-- Opening Marker --

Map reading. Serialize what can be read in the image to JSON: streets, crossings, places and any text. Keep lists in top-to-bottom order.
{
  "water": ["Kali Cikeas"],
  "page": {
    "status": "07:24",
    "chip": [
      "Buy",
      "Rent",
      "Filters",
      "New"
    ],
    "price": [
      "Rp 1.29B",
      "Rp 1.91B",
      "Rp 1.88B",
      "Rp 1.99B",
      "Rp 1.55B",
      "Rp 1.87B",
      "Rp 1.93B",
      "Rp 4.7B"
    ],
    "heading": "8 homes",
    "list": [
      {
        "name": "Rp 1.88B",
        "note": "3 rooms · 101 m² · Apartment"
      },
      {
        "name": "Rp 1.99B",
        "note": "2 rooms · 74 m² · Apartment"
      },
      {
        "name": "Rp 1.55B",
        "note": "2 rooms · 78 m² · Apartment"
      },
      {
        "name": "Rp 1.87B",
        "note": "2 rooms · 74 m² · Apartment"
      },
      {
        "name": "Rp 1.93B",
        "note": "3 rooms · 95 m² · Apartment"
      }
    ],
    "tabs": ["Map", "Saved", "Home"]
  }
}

-- Closing Marker --

## Problem description
Please transcribe the whole listing exactly as it stands.

## Solved problem
Map reading. Serialize what can be read in the image to JSON: streets, crossings, places and any text. Keep lists in top-to-bottom order.
{
  "water": ["Kali Cikeas"],
  "page": {
    "status": "07:24",
    "chip": [
      "Buy",
      "Rent",
      "Filters",
      "New"
    ],
    "price": [
      "Rp 1.29B",
      "Rp 1.91B",
      "Rp 1.88B",
      "Rp 1.99B",
      "Rp 1.55B",
      "Rp 1.87B",
      "Rp 1.93B",
      "Rp 4.7B"
    ],
    "heading": "8 homes",
    "list": [
      {
        "name": "Rp 1.88B",
        "note": "3 rooms · 101 m² · Apartment"
      },
      {
        "name": "Rp 1.99B",
        "note": "2 rooms · 74 m² · Apartment"
      },
      {
        "name": "Rp 1.55B",
        "note": "2 rooms · 78 m² · Apartment"
      },
      {
        "name": "Rp 1.87B",
        "note": "2 rooms · 74 m² · Apartment"
      },
      {
        "name": "Rp 1.93B",
        "note": "3 rooms · 95 m² · Apartment"
      }
    ],
    "tabs": ["Map", "Saved", "Home"]
  }
}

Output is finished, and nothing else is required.